> EXERCISE
Set down exactly the lines from the one containing "for (const [x, y, r, color]" through the last line of the records below, both included, and nothing else.

[Stored items]
- - - -

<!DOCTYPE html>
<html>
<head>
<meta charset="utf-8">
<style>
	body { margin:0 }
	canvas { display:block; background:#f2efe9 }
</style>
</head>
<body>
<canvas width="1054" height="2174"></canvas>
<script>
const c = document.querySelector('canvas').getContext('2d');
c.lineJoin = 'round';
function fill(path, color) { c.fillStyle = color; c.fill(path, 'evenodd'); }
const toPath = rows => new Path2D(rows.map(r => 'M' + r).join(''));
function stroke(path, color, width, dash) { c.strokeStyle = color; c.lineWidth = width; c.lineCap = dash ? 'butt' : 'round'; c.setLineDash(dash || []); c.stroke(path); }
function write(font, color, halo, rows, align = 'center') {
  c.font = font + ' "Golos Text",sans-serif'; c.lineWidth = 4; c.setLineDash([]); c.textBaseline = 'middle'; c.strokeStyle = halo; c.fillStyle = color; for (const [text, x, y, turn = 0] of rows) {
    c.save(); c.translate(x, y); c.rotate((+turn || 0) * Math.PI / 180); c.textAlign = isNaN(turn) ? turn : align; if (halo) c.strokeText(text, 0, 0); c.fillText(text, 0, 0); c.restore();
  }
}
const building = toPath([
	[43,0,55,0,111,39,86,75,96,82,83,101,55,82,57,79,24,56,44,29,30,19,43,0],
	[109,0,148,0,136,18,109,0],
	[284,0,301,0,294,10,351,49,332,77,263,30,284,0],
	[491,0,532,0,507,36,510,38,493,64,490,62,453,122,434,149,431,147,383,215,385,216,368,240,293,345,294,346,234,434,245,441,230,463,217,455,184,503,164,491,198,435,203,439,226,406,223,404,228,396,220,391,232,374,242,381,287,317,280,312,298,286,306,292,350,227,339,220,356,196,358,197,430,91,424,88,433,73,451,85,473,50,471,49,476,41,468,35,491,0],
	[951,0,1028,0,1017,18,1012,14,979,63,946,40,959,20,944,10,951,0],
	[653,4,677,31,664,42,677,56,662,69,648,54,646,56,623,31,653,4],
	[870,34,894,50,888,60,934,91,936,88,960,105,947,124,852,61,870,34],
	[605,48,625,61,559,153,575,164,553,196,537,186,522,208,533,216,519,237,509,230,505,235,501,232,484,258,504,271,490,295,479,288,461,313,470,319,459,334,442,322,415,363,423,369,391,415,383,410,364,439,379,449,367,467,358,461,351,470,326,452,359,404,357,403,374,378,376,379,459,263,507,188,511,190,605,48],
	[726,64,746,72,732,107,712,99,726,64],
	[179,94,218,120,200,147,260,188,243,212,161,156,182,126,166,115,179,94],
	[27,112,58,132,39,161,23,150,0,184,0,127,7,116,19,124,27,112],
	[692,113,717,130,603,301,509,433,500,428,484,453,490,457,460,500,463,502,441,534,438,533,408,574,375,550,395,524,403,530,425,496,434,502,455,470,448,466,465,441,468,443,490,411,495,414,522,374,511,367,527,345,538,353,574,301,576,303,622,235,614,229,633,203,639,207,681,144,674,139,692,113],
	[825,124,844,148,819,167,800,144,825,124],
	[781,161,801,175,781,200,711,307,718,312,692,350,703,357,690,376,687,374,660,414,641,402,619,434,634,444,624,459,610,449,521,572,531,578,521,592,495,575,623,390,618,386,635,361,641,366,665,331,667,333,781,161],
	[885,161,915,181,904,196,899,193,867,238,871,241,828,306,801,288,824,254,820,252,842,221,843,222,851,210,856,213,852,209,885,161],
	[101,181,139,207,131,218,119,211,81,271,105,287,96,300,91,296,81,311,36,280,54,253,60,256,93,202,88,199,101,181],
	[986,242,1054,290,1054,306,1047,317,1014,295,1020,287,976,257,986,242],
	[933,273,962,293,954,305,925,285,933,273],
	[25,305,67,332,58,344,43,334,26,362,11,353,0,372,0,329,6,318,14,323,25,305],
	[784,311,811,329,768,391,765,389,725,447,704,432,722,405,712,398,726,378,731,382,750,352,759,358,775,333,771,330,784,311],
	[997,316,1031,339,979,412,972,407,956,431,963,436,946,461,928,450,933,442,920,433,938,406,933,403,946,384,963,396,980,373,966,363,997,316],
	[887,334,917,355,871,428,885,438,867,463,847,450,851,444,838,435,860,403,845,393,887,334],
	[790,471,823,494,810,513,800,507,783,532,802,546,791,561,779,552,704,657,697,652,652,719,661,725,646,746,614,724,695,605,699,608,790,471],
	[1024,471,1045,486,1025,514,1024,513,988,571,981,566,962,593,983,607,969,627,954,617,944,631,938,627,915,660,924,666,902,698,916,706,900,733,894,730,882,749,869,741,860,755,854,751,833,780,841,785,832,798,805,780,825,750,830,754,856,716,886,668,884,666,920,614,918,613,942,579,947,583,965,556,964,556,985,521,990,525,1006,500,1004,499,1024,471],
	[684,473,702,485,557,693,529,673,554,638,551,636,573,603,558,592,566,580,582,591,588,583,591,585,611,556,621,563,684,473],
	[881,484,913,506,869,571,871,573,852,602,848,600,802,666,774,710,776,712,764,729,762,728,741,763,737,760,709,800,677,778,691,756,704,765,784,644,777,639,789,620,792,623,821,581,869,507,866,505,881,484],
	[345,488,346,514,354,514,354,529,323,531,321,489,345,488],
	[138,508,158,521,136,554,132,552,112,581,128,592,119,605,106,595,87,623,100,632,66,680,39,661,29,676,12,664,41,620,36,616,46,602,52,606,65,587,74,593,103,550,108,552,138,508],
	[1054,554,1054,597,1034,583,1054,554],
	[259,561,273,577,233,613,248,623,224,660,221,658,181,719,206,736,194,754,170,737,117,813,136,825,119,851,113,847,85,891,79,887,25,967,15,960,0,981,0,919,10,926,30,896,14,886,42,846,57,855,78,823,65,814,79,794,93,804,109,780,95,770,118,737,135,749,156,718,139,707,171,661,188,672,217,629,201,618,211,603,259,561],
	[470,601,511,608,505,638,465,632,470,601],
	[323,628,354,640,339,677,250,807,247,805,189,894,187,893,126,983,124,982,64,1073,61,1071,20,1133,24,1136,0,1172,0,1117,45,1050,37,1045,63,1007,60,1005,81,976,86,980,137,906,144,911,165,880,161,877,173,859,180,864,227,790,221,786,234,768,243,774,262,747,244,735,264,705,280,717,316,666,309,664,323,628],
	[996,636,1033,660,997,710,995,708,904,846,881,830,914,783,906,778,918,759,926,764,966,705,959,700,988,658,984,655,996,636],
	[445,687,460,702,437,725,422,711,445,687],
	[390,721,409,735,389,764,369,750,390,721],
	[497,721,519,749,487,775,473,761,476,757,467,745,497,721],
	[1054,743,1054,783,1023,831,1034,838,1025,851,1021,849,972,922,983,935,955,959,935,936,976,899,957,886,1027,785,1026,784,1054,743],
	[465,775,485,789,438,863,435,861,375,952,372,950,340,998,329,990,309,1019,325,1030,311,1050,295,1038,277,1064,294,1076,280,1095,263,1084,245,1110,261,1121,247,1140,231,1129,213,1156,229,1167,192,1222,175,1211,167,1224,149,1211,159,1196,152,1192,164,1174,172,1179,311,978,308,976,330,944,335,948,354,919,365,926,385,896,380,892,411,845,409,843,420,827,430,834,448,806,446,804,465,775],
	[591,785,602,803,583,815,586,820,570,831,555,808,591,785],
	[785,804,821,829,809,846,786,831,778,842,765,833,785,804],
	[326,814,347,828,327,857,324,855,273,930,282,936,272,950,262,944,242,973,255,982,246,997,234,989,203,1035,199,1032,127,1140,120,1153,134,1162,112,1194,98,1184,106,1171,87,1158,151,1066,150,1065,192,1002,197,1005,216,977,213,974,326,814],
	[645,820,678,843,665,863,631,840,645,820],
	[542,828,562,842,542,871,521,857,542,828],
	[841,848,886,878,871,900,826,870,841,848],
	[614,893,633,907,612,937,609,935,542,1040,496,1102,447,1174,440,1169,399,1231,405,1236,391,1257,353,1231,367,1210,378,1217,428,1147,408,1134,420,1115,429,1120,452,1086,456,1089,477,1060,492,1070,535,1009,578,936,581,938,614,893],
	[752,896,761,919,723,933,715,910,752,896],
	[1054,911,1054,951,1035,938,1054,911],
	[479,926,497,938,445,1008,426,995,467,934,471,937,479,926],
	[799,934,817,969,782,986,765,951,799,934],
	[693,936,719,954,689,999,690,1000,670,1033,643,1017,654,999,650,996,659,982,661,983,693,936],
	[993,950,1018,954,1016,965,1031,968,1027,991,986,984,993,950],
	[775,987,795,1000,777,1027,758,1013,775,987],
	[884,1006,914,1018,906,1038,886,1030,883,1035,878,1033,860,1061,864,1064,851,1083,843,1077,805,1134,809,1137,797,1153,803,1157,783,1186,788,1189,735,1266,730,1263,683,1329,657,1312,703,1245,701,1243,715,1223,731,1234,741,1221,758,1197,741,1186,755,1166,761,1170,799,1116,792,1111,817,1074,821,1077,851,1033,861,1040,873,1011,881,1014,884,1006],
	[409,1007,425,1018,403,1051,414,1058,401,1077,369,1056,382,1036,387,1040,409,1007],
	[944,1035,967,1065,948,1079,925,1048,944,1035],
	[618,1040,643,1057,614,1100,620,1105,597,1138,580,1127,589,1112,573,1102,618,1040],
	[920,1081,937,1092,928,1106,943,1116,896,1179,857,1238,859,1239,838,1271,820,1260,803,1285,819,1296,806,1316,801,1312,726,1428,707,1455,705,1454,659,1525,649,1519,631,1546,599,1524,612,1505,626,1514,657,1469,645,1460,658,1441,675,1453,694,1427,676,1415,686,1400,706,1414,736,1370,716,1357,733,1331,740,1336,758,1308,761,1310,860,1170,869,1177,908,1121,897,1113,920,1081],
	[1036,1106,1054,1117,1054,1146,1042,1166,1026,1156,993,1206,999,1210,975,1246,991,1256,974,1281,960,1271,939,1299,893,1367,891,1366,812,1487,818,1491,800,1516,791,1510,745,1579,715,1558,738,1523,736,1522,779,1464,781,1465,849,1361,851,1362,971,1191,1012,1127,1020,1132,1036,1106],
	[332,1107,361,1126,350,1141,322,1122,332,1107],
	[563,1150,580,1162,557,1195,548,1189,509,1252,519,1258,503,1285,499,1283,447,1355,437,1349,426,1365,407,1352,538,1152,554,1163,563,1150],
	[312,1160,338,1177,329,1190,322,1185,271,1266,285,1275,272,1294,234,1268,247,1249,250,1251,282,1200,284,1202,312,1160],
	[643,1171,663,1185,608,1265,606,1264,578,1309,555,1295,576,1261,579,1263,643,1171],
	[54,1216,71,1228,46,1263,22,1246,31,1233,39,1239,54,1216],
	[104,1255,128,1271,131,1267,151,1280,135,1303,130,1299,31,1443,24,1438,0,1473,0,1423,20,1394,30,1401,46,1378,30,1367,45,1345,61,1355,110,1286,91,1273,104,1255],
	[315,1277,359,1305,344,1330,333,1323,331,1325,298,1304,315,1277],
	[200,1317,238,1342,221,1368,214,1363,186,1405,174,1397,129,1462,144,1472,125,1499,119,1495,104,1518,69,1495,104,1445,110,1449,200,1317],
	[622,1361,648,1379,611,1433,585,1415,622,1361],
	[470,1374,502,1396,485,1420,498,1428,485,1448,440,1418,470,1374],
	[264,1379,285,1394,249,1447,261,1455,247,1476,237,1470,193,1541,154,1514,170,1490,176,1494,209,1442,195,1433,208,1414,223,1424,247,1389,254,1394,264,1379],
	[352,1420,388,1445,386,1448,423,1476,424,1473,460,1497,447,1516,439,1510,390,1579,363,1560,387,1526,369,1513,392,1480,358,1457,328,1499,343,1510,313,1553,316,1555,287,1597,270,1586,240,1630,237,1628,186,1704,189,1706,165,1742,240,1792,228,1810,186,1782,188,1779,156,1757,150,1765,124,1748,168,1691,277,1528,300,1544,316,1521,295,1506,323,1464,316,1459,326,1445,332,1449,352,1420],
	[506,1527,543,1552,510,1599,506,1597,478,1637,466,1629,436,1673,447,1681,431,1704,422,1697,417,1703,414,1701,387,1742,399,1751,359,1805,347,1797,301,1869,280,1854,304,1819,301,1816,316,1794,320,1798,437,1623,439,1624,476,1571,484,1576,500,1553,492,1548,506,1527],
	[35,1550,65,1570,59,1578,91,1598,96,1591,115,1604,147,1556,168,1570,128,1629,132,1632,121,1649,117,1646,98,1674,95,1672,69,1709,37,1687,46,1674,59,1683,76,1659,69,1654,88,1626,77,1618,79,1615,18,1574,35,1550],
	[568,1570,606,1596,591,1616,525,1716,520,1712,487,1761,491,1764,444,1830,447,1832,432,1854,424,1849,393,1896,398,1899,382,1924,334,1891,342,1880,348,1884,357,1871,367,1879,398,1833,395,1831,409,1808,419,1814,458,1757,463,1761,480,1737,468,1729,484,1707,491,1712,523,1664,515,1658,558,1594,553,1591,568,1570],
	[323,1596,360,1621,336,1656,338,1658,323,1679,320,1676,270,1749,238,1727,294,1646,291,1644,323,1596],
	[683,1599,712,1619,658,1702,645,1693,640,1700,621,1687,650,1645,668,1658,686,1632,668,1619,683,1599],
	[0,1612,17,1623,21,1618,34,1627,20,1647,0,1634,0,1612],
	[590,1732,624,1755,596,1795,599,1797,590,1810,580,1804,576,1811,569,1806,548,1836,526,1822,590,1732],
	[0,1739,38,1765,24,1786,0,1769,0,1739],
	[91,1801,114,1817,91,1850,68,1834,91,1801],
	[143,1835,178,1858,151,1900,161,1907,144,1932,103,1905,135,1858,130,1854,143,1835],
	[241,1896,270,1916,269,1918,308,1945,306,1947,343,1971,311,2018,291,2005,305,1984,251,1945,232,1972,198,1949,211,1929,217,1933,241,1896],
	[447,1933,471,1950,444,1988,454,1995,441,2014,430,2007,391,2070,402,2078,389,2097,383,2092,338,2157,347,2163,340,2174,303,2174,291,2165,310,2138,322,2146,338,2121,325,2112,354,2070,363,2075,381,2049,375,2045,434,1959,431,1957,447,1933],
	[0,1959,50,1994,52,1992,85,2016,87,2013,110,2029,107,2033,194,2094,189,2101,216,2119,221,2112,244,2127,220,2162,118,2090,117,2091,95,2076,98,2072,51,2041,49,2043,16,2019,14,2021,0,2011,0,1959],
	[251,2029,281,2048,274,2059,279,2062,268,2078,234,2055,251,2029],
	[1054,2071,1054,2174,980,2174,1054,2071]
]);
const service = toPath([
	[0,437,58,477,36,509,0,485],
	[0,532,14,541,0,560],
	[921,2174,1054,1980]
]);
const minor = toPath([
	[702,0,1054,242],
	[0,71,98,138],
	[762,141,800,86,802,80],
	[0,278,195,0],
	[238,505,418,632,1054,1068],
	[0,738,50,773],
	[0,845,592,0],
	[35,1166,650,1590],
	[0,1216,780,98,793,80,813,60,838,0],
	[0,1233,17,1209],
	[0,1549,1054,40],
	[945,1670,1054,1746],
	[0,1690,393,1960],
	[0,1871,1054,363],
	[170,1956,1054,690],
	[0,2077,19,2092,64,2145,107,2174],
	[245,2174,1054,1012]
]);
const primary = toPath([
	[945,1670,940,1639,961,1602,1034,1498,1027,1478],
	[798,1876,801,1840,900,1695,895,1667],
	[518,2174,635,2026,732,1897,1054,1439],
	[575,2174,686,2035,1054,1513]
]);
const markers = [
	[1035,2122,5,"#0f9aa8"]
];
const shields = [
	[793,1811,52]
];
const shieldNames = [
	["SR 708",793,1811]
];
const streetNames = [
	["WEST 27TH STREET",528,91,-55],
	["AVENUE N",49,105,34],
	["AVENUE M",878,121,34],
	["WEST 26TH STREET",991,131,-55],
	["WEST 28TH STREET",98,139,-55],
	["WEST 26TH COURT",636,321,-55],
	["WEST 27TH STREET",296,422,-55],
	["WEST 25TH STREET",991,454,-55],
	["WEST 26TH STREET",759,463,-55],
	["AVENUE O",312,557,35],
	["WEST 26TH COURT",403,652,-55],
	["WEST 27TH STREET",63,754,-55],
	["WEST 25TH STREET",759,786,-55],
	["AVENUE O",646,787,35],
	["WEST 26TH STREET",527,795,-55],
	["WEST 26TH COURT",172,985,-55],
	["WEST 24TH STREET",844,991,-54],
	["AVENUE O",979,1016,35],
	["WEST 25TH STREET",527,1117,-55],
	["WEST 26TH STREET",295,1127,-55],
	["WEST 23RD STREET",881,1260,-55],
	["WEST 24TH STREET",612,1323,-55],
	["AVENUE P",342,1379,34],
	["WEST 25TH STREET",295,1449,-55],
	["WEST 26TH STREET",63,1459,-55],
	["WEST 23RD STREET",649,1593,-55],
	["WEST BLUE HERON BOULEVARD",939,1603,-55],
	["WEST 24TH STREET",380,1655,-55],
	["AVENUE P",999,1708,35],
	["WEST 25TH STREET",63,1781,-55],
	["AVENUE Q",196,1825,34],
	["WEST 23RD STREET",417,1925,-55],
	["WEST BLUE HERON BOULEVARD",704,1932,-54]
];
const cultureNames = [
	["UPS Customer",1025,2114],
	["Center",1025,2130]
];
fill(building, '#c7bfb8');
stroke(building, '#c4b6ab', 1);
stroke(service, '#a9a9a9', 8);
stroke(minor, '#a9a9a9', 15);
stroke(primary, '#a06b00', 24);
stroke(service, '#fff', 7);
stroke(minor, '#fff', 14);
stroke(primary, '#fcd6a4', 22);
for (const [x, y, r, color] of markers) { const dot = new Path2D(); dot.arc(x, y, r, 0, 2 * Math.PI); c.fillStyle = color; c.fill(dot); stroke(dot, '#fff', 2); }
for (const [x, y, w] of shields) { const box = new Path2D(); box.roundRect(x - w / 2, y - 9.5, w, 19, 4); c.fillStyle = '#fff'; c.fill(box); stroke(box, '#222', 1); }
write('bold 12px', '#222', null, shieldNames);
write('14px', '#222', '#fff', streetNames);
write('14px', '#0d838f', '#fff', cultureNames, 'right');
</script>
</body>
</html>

- - - -

> OUTPUT
for (const [x, y, r, color] of markers) { const dot = new Path2D(); dot.arc(x, y, r, 0, 2 * Math.PI); c.fillStyle = color; c.fill(dot); stroke(dot, '#fff', 2); }
for (const [x, y, w] of shields) { const box = new Path2D(); box.roundRect(x - w / 2, y - 9.5, w, 19, 4); c.fillStyle = '#fff'; c.fill(box); stroke(box, '#222', 1); }
write('bold 12px', '#222', null, shieldNames);
write('14px', '#222', '#fff', streetNames);
write('14px', '#0d838f', '#fff', cultureNames, 'right');
</script>
</body>
</html>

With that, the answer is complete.